Biographisch woordenboek
der
Nederlanden.
C.
[Antoni Caan]
CAAN (Antoni) vertrok in het begin der zeventiende eeuw naar Oost-Indië, en schijnt eerst in krijgsdienst geweest te zijn, althans wij vinden vermeld dat de Luitenant Antoni Caan, den 12den Januarij 1621, bij het afwezen der ordinaire Schepenen, tot Schepen van Batavia gekozen werd, in welke betrekking hij zich den 13den Augustus van dat jaar bij eene nieuwe verkiezing bevestigd zag Vervolgens werd hij den 4den Februarij 1622 Baljuw, welk ambt hij tot in 1624 waarnam, toen hij door Adriaan Maartenzoon Blok vervangen werd. In 1626 werd hem echter dien post weder opgedragen en toen behield hij dien tot in 1629. Vervolgens werd hij in 1632 als Gezant aan de Koningen van Makassar en Boeton gezonden, en vergezelde in 1636 de Gouverneur Generaal Antoni van Diemen naar Amboina, waar zij de in opstand zijnde Inlanders veel afbreuk deden. Inmiddels was Caan den 20sten 1636 tot Extraordinaris-Raad van Neêrlands Indië benoemd, en werd in 1639 tot Ordinaris-Raad bevorderd; voor deze laatste benoeming was hij reeds tot Landvoogd der Molukkos verkozen, doch het liep aan tot den 31sten Maart 1640 eer hij op Ternate aankwam.

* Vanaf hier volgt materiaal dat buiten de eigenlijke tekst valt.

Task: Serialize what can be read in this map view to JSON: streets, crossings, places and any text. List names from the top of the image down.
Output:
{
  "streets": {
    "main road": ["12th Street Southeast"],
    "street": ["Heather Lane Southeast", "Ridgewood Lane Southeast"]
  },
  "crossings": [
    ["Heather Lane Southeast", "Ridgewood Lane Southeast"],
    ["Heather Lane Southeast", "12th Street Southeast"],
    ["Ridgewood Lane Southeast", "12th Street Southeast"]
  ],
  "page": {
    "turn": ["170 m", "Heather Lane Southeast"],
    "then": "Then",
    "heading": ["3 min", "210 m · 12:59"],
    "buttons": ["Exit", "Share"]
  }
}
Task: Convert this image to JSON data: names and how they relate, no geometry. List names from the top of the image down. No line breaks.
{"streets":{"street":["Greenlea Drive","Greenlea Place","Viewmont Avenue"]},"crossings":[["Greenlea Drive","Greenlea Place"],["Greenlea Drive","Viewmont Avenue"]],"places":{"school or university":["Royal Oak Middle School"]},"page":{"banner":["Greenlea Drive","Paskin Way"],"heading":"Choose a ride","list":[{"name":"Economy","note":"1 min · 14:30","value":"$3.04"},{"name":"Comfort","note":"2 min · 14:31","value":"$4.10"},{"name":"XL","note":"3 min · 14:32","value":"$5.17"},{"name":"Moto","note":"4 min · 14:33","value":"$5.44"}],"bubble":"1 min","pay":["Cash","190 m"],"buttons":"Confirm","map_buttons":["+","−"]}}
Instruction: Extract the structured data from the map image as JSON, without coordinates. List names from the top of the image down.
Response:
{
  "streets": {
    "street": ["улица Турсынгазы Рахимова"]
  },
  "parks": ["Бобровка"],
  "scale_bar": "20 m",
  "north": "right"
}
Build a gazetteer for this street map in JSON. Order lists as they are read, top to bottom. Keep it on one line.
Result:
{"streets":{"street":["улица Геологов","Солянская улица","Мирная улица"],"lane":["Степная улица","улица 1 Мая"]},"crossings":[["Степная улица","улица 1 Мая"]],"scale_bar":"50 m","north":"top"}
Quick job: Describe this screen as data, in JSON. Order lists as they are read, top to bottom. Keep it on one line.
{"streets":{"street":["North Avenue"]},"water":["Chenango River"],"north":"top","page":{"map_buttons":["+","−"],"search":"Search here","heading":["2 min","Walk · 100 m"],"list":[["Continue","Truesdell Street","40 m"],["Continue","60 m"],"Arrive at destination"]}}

Hij bleef er tot Februarij 1642, toen hij als Landvoogd naar Amboina vertrok, waar hij gedurende zijn kortstondig bestuur, dat slechts tot 13 September deszelfden jaars duurde, de zaken in redelijke orde bragt. Hierop naar Batavia teruggekeerd, kwam hij in Januarij 1643 met eene goede vloot als Supperintendent, Veldheer en Zeevoogd der Oostersche gewesten op Amboina terug, en behaalde, even als op Ternate, onderscheidene voordeelen op de tegen hunnen Koning in opstand zijnde Inlanders. Na de drie hoofdweerspannelingen gevangen genomen en ter dood veroordeeld te hebben, welk vonnis den
3den September aan hen werd ten uitvoer gebragt, verliet Caan deze gewesten; keerde naar Batavia terug, en schijnt er kort daarna overleden te zijn, ten minste wij vinden na die tijd niets meer van hem vermeld.
Zie Valentijn, Oud- en Nieuw Oost-Indien, Dl. I, b. bl. 266, 268, 277, Dl. II, b, bl. 106, 130-142; Dl. IV, a, bl. 369, 370, 379, 391, 398; Teenstra Nederl. Ooerz. Bezitt. bl. 462.